For patients with metastatic UC, platinum-based combination chemotherapy is the cornerstone of systemic therapy (2831). Although response rate can be as high as 50%, it is not durable, as most patients eventually experience disease progression. Since May 2016, five programmed cell death-1 (PD-1) pathway inhibitors have been licensed for usage after platinum-based chemotherapy has failed (3237). Immunotherapy plays an important role in UC treatment since 2016. Recent work has revealed that immune cells compete for nutrients in the microenvironment with cancer cells and other growing cells (38). Even though many tumor antigens for T cells to identify, the glycolytic activities of cancer cells have been shown to limit glucose intake by Tumor-infiltrating lymphocytes (TIL) T cells, resulting in T-cell depletion and immunological evasion, according to several recent investigations (39, 40). Moreover, glycolytic metabolites, such as high lactate level, low pH and hypoxia are likewise prevalent in the tumor microenvironment and can have a deleterious effect on immune function (41). Emerging evidence indicates glycolysis promotes the PD-L1 expression in tumors, and leads to T-cell inactivation (42). Thus, enhancing tumor immunogenicity by modifying these metabolic pathways could be promising to offset the negative consequences of energy competition between the tumor and the immune cells (43). Combining PDK pathway inhibitors and PD-1 pathway inhibitors may be a promising strategy and worth further investigation. However, because of the various immune cell subtypes and metabolic reprogramming, simultaneously inhibiting tumor cells and activating T-cell function is challenging (44).
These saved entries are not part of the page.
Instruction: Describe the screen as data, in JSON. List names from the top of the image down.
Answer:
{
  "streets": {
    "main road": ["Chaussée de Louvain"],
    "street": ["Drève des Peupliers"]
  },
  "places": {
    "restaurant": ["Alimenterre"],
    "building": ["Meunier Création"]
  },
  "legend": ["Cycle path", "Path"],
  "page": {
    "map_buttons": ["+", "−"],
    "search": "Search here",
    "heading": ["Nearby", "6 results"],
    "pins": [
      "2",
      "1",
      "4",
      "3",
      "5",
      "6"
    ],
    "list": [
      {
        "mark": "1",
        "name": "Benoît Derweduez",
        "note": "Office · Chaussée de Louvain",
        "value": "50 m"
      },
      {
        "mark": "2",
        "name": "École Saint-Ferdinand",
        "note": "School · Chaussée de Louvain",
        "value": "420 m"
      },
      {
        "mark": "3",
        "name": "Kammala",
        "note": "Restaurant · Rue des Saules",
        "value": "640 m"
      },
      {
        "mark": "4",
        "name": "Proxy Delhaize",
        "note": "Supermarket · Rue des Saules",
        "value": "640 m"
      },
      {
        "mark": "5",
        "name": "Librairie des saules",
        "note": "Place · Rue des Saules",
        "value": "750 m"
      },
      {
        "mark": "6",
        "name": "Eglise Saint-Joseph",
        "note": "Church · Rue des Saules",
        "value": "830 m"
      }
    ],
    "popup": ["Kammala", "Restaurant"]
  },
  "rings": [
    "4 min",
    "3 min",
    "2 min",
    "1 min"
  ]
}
Intricate mechanisms are involved in maintaining DNA replication, and dysregulation may cause genome instability and tumor progression. Interestingly, we found many genes in this process co-upregulated with PDK3 (Supplementary Figures 1 and 2). When cells enter the G1 phase, a pre-replicative complex (GO: 1902299, fold enrichment: 49.75) is formed at the origin of replication. Upon entering the S phase, the MCM complex (GO: 0042555, fold enrichment: 44.22), GINS complex, and cell division cycle 45 (CDC45) are assembled to form the CMG (CDC45-MCM-GINS) complex (GO: 0071162, fold enrichment: 49.75), which is the active form of the replicative helicase (45). After the helicase unwinds the DNA duplex, the primase (GO: 0005658, fold enrichment: 59.7) generates short RNA primers for DNA synthesis. The ring-shaped sliding clamp, called proliferating cell nuclear antigen (PCNA), is then loaded onto the primer-template junction by the clamp loader/unloader RFC complex (GO: 0031391, fold enrichment: 66.33) (46). Once loaded, the DNA polymerases (GO: 0042575, fold enrichment: 31.42) work in pairs (Pol δ and Pol ϵ) to synthesize DNA with high fidelity. Additionally, during DNA replication, the deposition of newly synthesized histones is mediated by histone chaperones such as CAF-1 (GO: 0033186, fold enrichment: 66.33), which is known as a replication-dependent nucleosome assembly (GO: 0006335, fold enrichment: 39.8) (47). Aberrant DNA replication is leveraged by tumor cells to sustain proliferation. Recently, it has been suggested that DNA replication pathways are enriched in patients with UTUC derived xenografts. It is more prominent with invasive tumors, suggesting that the rate of cell proliferation is critical for UTUC progression (48). However, more research is needed to fully understand the molecular pathways driving PDK3’s proliferative action in UC.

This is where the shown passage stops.